## [WORK INSTRUCTION]
Pull every line with "stream" from the data below and copy it.

(SOURCE MATERIAL begins)

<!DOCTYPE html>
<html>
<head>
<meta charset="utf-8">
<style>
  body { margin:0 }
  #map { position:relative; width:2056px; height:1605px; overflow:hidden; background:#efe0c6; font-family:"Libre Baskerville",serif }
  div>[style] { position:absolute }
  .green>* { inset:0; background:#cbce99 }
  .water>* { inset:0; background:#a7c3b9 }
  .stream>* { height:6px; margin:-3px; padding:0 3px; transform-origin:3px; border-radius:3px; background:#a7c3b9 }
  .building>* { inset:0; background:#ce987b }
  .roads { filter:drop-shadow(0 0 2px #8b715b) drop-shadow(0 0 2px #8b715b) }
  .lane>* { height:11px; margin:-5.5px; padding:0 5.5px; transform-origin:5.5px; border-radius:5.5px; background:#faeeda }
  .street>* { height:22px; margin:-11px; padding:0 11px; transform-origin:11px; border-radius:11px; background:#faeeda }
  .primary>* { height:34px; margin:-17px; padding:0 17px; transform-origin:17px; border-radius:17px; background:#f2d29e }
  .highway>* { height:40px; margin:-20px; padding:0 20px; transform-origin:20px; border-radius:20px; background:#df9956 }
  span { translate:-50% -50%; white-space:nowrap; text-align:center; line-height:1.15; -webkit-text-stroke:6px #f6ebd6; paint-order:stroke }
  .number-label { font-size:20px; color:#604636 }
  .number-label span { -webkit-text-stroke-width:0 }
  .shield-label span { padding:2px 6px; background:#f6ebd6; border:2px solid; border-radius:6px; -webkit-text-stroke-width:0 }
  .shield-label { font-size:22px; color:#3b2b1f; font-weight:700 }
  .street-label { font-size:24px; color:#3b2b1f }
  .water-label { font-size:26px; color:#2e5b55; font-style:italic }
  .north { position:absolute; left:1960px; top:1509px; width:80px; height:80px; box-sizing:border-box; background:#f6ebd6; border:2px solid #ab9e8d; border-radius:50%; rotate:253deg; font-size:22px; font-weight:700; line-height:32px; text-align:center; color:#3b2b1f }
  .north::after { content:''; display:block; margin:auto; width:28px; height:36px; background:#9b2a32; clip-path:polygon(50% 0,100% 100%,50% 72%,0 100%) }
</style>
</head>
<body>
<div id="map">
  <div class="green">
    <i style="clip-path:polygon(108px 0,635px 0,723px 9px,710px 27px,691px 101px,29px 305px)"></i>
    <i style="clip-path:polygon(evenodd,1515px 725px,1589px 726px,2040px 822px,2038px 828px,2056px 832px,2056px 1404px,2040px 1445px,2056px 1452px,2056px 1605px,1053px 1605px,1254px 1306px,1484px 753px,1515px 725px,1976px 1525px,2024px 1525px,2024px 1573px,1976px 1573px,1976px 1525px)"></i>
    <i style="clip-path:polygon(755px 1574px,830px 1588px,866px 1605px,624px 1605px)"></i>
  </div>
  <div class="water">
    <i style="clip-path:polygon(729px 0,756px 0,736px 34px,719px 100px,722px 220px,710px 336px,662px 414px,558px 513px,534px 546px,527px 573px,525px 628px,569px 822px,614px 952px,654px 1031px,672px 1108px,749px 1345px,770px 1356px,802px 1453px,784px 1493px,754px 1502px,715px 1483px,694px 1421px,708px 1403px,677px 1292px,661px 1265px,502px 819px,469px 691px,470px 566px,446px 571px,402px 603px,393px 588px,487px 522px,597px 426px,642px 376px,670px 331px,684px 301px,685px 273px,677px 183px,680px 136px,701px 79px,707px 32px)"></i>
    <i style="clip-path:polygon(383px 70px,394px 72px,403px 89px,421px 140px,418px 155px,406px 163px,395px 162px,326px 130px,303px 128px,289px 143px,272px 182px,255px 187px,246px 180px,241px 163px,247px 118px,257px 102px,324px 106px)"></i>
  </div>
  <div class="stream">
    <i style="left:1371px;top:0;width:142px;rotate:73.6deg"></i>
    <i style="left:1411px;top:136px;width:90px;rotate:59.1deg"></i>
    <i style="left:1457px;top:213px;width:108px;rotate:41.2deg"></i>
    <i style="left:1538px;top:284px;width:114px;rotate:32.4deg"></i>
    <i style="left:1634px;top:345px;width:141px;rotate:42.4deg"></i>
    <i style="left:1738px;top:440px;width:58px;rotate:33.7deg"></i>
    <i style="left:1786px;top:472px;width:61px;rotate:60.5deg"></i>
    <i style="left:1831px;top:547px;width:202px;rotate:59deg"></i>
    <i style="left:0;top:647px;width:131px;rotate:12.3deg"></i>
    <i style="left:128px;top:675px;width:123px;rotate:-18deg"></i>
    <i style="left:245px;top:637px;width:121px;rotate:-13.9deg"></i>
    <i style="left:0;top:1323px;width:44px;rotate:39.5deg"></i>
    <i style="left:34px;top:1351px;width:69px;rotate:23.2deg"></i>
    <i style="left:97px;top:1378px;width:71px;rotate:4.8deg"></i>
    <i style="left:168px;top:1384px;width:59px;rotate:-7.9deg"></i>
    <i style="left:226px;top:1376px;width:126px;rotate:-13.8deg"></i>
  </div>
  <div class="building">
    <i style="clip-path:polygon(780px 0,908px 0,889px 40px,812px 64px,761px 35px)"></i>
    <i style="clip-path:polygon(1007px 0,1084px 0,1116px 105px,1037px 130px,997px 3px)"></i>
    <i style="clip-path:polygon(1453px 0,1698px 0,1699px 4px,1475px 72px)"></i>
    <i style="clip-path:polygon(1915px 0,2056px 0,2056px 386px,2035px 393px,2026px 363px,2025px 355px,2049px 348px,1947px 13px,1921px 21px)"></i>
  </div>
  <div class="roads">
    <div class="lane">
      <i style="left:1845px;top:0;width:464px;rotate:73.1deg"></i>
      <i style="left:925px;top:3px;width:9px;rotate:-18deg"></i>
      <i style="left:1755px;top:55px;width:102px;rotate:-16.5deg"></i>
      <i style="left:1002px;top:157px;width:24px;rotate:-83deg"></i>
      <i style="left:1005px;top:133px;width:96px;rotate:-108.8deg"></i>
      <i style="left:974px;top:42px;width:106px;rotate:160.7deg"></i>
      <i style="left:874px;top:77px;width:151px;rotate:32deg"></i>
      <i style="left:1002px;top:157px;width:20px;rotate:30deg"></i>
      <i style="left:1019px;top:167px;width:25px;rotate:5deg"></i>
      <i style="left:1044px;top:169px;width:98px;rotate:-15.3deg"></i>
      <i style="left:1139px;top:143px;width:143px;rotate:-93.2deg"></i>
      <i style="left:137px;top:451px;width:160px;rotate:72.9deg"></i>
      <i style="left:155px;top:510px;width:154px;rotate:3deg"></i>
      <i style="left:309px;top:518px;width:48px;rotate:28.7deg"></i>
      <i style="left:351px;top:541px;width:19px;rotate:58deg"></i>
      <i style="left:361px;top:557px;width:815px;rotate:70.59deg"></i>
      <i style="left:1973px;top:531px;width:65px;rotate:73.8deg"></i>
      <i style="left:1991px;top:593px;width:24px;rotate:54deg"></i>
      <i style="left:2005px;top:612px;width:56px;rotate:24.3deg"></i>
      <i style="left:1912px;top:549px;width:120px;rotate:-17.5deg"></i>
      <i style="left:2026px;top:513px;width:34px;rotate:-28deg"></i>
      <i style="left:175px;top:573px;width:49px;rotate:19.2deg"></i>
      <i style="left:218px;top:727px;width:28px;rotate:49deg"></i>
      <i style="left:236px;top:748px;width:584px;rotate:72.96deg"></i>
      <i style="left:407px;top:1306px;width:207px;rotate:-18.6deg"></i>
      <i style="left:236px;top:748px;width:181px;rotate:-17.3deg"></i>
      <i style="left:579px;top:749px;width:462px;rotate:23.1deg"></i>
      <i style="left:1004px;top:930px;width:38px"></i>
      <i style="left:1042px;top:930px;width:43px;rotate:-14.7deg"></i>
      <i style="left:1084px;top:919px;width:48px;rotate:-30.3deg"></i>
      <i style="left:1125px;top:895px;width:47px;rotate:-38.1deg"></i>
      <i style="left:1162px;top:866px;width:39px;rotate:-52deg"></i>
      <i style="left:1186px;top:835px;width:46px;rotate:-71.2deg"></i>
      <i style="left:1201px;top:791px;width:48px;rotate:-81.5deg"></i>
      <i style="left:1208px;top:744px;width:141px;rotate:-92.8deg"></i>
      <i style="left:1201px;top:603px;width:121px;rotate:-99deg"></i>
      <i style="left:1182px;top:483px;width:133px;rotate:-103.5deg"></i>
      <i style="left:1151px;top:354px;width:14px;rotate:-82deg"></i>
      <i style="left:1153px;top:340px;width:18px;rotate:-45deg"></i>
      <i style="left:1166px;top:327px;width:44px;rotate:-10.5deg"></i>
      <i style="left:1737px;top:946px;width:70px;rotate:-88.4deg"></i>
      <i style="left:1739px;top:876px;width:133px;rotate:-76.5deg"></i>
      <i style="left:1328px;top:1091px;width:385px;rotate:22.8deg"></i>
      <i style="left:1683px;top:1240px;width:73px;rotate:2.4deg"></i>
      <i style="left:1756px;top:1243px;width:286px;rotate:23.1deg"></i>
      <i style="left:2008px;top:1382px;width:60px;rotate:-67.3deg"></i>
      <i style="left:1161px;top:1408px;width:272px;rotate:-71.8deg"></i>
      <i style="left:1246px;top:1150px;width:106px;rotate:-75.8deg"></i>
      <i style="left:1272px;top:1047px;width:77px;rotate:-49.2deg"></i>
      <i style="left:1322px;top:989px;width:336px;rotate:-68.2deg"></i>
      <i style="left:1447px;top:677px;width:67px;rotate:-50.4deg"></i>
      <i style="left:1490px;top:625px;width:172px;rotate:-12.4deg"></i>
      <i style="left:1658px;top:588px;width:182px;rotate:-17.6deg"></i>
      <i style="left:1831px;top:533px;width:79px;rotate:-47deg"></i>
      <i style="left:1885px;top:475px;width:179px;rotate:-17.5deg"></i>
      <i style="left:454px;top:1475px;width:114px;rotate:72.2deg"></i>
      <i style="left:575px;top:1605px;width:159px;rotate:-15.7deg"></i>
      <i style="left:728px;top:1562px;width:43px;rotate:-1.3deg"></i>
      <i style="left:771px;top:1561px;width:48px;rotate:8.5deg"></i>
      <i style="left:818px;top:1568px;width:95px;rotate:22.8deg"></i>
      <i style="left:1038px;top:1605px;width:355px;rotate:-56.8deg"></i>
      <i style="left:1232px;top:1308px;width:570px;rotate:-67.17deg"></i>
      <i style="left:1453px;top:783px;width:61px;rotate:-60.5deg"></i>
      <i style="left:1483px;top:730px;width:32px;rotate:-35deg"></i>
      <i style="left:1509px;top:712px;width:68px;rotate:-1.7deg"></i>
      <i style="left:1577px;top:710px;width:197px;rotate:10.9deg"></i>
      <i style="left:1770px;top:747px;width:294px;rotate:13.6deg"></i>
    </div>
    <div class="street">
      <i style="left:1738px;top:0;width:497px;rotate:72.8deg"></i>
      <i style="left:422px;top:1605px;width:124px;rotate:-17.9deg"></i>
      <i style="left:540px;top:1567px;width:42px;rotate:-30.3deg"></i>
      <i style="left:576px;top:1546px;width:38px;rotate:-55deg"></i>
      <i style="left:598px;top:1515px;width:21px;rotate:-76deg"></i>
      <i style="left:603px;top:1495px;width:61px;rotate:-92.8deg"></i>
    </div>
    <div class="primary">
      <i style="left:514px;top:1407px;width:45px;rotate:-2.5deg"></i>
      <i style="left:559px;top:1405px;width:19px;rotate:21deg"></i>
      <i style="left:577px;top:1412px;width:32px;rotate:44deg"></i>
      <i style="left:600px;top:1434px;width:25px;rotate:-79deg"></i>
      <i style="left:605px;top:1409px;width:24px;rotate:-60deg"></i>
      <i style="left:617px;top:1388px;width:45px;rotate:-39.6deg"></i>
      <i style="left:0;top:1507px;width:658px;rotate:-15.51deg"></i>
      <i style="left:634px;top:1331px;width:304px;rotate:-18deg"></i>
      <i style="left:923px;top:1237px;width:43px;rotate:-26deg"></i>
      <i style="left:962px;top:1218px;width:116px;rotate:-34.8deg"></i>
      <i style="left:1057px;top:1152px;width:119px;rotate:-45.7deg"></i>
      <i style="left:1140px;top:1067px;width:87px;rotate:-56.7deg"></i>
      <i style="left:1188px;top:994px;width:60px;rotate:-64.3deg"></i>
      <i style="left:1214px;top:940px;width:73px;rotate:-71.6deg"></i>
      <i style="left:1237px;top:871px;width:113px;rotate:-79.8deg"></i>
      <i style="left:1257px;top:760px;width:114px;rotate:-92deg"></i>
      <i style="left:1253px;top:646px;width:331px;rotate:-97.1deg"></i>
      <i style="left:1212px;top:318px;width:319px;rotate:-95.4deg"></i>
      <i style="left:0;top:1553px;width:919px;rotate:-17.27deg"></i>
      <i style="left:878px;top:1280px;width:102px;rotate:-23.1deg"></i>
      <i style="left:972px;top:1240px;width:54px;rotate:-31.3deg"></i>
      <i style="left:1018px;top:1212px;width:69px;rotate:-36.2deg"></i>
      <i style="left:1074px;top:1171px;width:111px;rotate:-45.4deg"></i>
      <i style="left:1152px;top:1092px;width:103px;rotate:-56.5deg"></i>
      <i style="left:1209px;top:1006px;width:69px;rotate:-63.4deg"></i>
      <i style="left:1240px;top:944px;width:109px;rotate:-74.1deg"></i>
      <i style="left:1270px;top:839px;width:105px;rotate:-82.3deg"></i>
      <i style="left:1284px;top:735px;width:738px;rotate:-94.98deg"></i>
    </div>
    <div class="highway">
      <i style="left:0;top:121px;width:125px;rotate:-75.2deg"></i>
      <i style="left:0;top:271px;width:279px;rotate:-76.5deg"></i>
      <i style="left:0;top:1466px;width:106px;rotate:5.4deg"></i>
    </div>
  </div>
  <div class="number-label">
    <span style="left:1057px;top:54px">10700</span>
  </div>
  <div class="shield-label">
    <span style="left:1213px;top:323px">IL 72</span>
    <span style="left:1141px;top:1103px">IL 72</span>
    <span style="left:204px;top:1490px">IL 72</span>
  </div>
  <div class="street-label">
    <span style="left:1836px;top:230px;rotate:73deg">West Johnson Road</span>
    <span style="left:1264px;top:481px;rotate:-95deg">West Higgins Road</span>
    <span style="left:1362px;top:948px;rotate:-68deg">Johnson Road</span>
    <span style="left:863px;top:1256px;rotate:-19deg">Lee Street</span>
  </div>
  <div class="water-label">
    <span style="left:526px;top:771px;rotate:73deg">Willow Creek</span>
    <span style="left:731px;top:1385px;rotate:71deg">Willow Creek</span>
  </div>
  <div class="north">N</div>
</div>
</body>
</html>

(SOURCE MATERIAL ends)

## [WRITTEN ANSWER]
  .stream>* { height:6px; margin:-3px; padding:0 3px; transform-origin:3px; border-radius:3px; background:#a7c3b9 }
  <div class="stream">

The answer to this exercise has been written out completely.